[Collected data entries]
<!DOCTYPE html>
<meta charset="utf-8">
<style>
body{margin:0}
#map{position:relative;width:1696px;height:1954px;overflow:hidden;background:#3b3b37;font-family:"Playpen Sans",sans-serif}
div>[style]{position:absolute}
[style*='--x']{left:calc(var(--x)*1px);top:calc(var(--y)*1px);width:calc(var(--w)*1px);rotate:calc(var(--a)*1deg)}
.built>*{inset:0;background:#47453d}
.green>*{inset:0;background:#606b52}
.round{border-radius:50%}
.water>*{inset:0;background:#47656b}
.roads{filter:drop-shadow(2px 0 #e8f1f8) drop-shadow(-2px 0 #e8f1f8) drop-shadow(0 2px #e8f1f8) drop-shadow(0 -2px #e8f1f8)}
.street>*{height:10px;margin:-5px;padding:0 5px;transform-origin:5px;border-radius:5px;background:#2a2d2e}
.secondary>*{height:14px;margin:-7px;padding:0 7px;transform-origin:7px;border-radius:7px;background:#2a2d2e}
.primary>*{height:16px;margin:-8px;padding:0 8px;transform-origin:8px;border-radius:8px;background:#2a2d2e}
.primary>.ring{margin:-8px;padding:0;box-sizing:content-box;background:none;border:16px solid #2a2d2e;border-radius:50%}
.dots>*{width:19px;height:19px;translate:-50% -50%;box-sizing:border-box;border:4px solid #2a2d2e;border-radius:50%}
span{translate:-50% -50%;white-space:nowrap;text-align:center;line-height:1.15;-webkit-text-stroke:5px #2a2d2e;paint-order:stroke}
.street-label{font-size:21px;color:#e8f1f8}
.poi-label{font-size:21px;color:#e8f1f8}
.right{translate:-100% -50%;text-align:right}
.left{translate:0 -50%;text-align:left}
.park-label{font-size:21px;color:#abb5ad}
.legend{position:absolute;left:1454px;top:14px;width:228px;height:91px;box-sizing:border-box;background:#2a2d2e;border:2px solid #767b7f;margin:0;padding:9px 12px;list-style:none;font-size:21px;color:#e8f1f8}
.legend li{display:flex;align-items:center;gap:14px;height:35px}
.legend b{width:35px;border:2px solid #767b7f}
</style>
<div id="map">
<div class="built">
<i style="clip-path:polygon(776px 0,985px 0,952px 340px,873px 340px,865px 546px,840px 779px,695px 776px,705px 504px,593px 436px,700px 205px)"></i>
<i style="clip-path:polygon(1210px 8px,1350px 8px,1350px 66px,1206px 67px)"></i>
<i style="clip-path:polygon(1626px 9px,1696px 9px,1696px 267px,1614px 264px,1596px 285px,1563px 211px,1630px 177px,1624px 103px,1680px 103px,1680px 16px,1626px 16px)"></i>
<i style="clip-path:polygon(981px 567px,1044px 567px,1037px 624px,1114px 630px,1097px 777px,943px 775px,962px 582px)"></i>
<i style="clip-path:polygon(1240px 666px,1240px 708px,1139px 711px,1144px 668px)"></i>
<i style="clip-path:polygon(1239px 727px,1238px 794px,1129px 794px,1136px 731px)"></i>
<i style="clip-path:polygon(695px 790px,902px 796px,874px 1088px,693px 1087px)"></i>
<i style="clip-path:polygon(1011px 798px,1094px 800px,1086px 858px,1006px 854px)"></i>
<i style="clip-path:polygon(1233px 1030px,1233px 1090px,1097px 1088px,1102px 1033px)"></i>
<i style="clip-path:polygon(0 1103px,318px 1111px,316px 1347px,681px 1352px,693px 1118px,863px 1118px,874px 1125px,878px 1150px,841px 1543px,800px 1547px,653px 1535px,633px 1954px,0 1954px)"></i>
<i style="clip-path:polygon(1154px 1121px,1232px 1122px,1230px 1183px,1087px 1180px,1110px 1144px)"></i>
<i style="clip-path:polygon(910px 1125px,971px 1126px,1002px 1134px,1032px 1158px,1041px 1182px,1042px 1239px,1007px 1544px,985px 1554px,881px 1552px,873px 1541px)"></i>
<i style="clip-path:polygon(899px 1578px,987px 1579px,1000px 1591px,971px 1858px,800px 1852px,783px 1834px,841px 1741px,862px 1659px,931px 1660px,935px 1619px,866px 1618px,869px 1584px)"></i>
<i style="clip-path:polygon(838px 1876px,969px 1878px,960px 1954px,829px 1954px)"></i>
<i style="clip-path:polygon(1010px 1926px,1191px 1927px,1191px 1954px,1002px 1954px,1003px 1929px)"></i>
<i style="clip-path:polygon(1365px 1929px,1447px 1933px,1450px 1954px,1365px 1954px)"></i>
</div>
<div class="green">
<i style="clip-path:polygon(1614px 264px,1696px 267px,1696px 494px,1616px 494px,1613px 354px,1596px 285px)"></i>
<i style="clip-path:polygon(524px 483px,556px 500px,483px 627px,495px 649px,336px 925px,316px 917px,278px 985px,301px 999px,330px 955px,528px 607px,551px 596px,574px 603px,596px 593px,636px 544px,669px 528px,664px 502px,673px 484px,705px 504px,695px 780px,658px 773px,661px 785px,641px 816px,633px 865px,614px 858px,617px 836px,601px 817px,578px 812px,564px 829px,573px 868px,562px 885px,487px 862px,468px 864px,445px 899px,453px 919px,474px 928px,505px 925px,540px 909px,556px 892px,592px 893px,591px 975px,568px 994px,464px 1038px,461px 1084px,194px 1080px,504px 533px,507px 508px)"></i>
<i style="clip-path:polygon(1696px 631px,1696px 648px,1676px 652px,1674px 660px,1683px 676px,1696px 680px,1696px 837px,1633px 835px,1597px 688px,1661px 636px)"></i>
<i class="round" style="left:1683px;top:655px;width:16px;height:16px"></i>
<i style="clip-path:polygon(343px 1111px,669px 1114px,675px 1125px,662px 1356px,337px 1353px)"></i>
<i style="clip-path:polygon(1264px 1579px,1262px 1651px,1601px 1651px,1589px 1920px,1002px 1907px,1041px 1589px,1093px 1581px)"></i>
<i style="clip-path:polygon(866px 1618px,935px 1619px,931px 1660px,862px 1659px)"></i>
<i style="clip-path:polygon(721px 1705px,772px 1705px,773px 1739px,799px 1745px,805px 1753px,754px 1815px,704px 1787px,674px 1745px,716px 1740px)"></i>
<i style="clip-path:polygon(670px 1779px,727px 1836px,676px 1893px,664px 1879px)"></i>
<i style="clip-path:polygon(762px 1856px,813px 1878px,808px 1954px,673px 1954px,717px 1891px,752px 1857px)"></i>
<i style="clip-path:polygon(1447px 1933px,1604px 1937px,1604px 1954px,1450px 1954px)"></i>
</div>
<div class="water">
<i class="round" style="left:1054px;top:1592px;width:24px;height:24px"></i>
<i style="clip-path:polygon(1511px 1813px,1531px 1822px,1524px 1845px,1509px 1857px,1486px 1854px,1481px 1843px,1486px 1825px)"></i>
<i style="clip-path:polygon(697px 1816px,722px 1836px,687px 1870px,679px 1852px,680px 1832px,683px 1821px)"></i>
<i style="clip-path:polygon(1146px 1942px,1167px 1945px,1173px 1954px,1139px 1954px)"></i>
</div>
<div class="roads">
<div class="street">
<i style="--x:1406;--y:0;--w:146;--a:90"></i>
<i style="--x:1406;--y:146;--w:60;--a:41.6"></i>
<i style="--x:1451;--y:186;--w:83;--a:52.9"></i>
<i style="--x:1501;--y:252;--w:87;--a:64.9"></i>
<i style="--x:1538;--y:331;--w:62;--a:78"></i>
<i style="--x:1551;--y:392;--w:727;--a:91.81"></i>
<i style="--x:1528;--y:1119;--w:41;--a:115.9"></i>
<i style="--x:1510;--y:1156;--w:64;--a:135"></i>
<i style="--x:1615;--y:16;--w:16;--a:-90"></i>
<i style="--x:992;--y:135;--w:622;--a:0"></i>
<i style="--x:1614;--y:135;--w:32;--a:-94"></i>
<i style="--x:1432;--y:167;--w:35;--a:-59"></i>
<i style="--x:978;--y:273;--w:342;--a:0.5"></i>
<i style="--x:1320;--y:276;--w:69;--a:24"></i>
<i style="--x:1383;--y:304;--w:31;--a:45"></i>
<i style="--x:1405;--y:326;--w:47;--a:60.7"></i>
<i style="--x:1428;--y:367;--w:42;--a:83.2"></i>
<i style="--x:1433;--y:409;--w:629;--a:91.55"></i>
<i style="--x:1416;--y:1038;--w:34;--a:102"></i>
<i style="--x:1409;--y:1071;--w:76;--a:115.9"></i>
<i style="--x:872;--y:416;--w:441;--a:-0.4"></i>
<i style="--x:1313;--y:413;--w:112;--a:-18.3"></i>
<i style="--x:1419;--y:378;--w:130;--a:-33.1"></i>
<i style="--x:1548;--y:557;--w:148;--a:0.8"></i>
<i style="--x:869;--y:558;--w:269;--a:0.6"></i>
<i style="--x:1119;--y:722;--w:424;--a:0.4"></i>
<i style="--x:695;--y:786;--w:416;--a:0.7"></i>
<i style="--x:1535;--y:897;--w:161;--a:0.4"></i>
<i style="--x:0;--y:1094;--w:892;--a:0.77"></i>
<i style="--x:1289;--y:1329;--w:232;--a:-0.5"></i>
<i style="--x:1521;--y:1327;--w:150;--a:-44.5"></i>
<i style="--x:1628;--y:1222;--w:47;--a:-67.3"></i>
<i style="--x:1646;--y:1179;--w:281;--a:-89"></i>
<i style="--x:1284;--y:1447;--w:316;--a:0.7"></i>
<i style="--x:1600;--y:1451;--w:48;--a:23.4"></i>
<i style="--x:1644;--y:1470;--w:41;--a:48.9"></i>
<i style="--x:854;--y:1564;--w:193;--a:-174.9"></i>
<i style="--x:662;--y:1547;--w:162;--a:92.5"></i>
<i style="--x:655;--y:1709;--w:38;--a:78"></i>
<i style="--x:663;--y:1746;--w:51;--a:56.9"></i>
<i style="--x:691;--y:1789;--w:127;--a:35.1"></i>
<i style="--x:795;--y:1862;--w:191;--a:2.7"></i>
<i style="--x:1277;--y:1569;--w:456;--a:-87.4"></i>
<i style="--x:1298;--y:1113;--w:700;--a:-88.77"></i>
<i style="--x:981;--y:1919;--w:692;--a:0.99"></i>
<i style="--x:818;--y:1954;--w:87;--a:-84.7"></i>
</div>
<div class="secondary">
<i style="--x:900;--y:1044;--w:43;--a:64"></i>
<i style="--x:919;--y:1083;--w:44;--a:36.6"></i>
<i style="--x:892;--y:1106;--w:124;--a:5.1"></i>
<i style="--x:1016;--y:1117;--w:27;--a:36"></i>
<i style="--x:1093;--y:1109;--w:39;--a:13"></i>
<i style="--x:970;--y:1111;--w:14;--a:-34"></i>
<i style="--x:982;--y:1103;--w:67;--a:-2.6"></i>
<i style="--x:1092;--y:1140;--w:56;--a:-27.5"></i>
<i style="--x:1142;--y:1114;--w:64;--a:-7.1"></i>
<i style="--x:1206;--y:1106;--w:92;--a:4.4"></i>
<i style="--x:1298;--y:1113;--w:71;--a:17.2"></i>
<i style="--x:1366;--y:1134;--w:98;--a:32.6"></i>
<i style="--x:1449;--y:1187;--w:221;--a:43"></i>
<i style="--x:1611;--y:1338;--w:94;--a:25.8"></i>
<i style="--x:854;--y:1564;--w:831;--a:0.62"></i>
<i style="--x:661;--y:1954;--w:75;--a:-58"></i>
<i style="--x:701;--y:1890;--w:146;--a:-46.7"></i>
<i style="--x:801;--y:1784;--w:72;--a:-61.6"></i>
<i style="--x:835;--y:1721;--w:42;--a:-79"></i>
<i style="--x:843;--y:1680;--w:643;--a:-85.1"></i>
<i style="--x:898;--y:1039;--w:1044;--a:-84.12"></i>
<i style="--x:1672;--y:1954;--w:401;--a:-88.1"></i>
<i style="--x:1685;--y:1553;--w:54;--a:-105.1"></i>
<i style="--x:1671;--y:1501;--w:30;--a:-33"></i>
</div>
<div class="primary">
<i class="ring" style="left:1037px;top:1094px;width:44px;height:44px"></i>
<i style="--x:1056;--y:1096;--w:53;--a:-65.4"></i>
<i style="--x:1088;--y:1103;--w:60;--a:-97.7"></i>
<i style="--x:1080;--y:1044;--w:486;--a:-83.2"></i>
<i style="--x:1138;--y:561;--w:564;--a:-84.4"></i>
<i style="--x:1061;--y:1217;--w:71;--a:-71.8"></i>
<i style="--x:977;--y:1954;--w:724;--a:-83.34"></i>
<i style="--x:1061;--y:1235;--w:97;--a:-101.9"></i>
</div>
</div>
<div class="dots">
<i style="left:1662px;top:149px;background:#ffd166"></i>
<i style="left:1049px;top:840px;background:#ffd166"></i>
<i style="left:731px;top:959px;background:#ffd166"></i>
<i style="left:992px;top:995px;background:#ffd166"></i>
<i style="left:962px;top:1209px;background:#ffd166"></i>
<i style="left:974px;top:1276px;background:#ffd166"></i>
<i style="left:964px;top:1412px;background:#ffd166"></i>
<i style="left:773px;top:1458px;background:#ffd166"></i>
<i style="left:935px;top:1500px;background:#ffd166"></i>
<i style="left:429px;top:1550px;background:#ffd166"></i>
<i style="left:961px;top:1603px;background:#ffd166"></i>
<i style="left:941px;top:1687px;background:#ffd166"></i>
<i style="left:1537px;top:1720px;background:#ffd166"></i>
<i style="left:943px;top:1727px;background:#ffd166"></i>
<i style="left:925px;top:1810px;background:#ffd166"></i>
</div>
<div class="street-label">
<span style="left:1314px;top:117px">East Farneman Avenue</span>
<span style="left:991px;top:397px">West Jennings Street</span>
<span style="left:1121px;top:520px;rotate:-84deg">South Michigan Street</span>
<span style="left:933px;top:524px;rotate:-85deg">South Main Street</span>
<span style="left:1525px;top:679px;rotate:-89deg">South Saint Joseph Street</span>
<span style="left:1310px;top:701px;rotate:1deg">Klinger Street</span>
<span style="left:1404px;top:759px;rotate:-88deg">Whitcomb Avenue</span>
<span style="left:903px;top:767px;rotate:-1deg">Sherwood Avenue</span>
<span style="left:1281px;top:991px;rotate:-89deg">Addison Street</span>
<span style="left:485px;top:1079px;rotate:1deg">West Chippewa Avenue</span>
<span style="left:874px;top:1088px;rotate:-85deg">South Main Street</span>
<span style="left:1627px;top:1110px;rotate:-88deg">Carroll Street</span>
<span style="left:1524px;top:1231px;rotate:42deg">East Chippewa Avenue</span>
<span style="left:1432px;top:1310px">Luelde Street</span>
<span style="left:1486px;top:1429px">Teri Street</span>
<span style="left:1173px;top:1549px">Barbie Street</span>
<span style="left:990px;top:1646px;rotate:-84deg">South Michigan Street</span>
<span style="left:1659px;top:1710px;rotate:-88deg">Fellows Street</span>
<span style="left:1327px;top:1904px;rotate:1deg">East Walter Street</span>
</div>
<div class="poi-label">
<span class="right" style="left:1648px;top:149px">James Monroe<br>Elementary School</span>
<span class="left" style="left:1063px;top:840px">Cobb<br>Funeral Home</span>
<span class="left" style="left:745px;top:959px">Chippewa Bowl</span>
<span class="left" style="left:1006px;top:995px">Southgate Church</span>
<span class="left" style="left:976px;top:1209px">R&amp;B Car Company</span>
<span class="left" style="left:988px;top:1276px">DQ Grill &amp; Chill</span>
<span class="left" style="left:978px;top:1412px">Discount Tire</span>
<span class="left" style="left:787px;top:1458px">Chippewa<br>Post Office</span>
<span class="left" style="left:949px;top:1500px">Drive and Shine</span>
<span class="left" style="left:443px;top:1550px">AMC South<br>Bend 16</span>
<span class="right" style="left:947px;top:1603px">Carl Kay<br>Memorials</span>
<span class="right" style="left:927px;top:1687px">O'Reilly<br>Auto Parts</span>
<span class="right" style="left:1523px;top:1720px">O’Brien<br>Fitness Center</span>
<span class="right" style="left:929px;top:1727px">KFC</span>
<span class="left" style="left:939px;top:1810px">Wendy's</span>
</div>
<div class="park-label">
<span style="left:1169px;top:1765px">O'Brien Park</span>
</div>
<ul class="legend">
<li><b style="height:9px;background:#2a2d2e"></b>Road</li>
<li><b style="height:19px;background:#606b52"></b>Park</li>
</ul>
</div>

WORK TO BE COMPLETED -
Nothing but lines that contain "roads" should appear in the answer. Copy each from the records.

SOLUTION TO THIS PROBLEM -
.roads{filter:drop-shadow(2px 0 #e8f1f8) drop-shadow(-2px 0 #e8f1f8) drop-shadow(0 2px #e8f1f8) drop-shadow(0 -2px #e8f1f8)}
<div class="roads">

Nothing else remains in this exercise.